Le sanzioni USA contro l’IRAN – Aggrediti e aggressori

Qualche tempo fa, gli USA hanno ripreso ed esteso unilateralmente le sanzioni contro l’Iran accusandolo di non adempiere agli impegni assunti con l’Accordo del 2015 sul nucleare militare e civile.; senza attendere il giudizio dell’organismo incaricato di monitorare l’accordo.

Senza presentare particolari prove di quanto asserivano gli USA hanno unilateralmente bloccato l’intesa e riaperto un confronto molto duro e  minaccioso, giungendo a ventilare interventi di tipo militare, giunti negli ultimi giorni all’invio nella zona di navi da guerra ed aerei da bombardamento (più tardi, l’organismo internazionale di sorveglianza dichiarò l’Iran completamente adempiente). E’ utile ricordare che da luglio 2015, quando venne firmato l’Accordo tra USA, Iran, UE e alcuni Stati europei, i fondi appartenenti all’Iran e giacenti dal 1979 in banche americane ed inglesi sono ancora bloccati. Qualche reazione europea, contraria  e preoccupata per gli sviluppi in un’area di grande tensione, ma il ricatto esplicito (le sanzioni riguardano l’Iran e qualsiasi Paese intenda commerciare con esso, soprattutto per gas e petrolio) nella sostanza sta passando.
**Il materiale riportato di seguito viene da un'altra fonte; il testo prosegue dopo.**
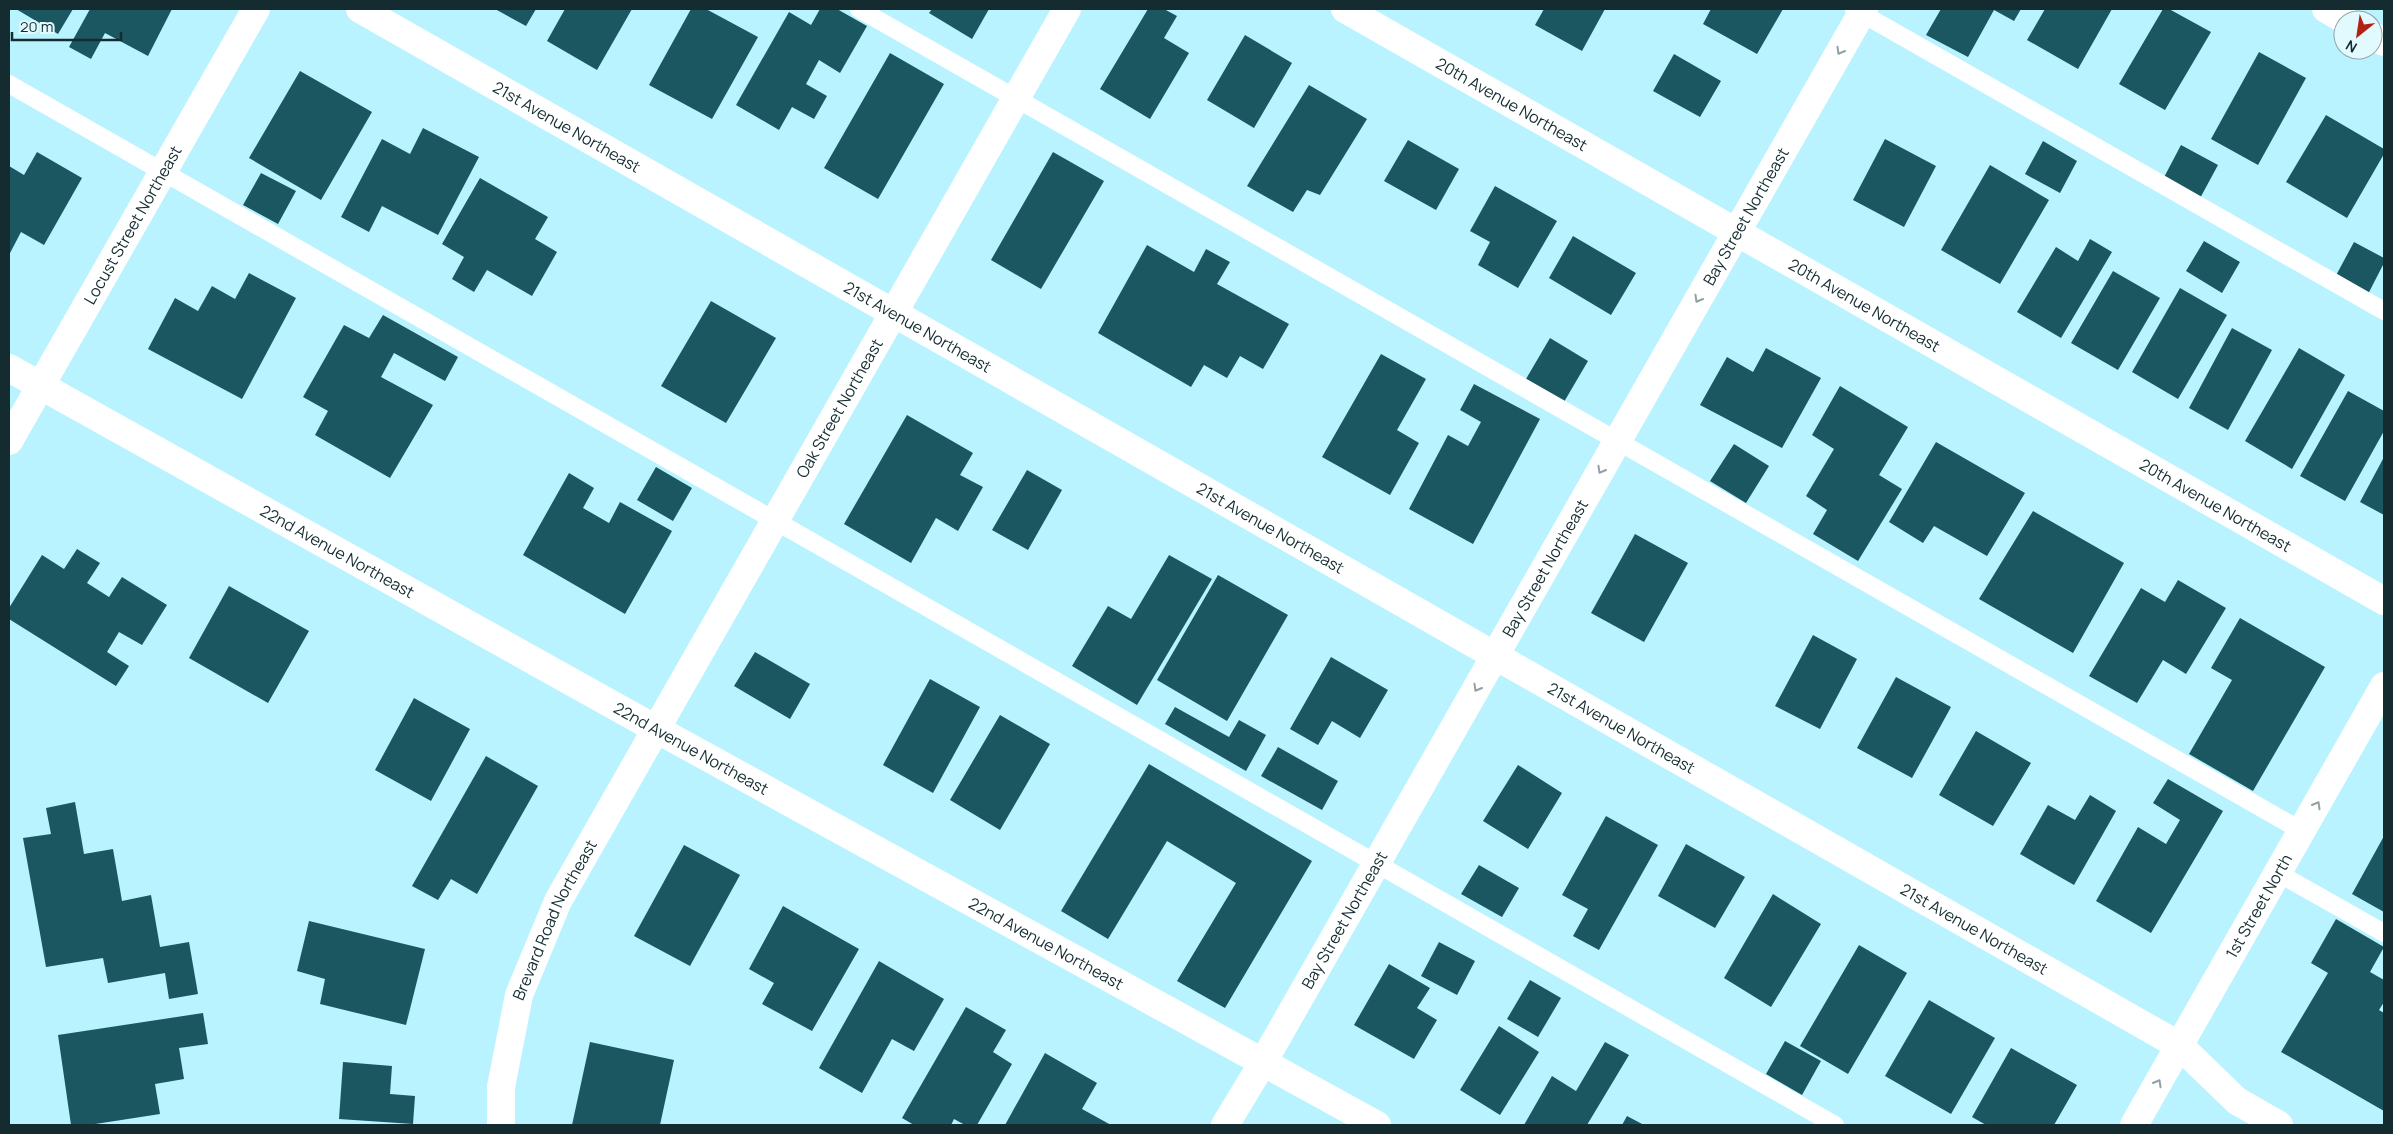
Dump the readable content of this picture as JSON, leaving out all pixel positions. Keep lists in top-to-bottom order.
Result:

L’Iran cerca strade commerciali alternative, che fanno leva su India e Cina, Paesi sufficientemente grandi (anche di spirito! Perché per dimensioni anche la UE sarebbe grande) per  reagire in autonomia ma subisce danni economici ingenti – cioè difficoltà per la vita della popolazione, a chiamare le cose con il loro nome, seri problemi politici – perché l’irrigidimento USA favorisce le posizioni oltranziste e non certo quelle progressiste del regime – e minacce dirette alla autonomia nazionale – con il corollario dell’orgoglio di una grande nazione – ed alla sicurezza – dato che si stringe l’assedio da parte di Arabia Saudita ed altri Paesi del Golfo e non solo, con Israele sullo sfondo.
Incredibilmente, in questi giorni Iran viene accusato di voler uscire unilateralmente dall’Accordo. Così, in un attimo ed in un giro di notizie stampa, l’aggredito diventa aggressore!
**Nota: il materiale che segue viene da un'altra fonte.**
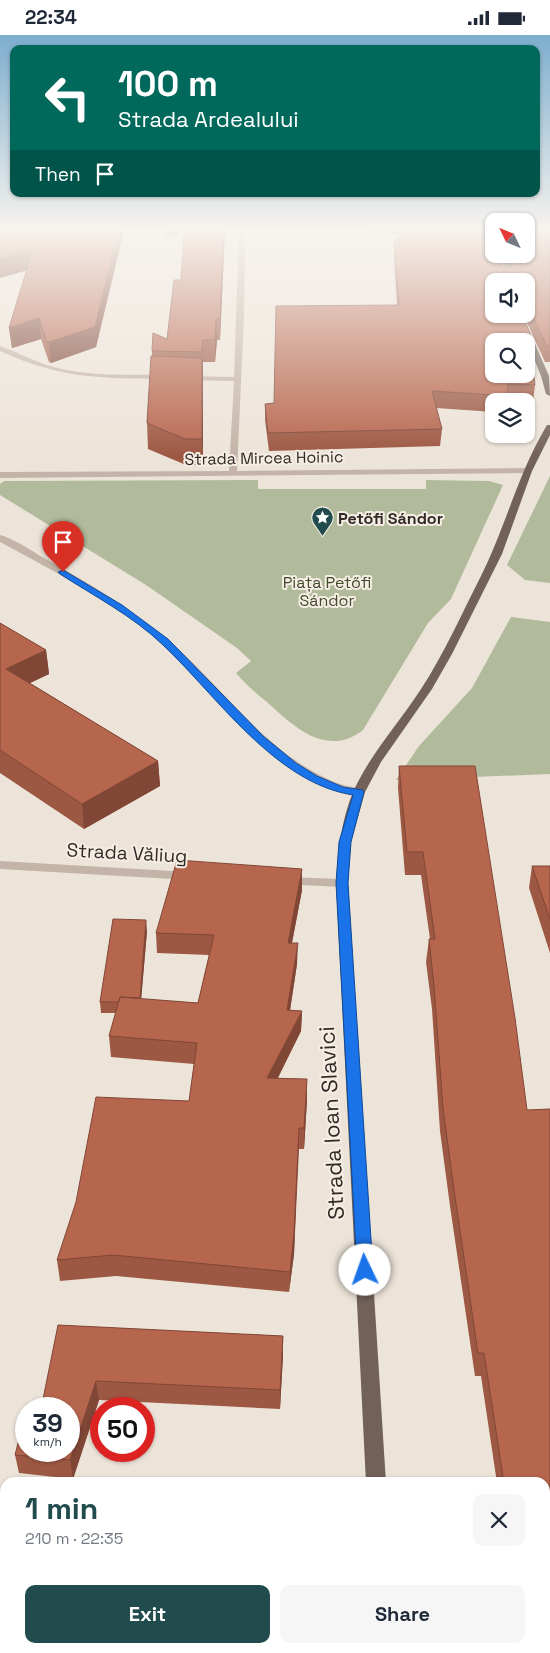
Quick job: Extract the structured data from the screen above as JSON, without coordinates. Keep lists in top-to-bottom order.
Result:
{
  "streets": {
    "main road": ["Strada Ioan Slavici"],
    "street": ["Strada Mircea Hoinic", "Strada Văliug"]
  },
  "crossings": [
    ["Strada Mircea Hoinic", "Strada Ioan Slavici"]
  ],
  "parks": ["Piața Petőfi Sándor"],
  "places": {
    "place": ["Petőfi Sándor"]
  },
  "north": "top left",
  "page": {
    "status": "22:34",
    "turn": ["100 m", "Strada Ardealului"],
    "then": "Then",
    "speed": "39 km/h",
    "limit": "50",
    "heading": ["1 min", "210 m · 22:35"],
    "buttons": ["Exit", "Share"]
  }
}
Nello stesso tempo, Trump aumenta a dismisura i dazi verso la Cina. La competizione commerciale non è un pranzo di gala (non meravigli la citazione: il commercio ha sostituito la rivoluzione da un pezzo!) e la Cina ha molto da rimproverarsi ma non c’è dubbio che l’unilateralismo non paga, come dimostra la vicenda degli accordi Italia-Cina, giusti nell’obiettivo ma sballati nella modalità “autonomista” e mediocri nella sostanza economica. Su questo punto limitiamoci ad aggiungere che il coro tedesco, francese, americano e di Juncker era stonato e peloso, perché coprendosi dietro all’unità europea infranta dall’Italia (vero) volevano solo sottoscrivere contratti dieci volte più grandi. Cosa vogliono gli USA dalla Cina? Certo riequilibrare la propria bilancia degli scambi, proteggere tecnologie e produzioni nazionali. Poi però si legge che vogliono che la Cina cessi di sostenere le proprie grandi imprese e modifichi il proprio modello di sviluppo economico e istituzionale, al fondo con effetti pesanti anche su quello sociale. I giornali del 12 magio lo dicono apertamente nelle loro corrispondenze da Washington.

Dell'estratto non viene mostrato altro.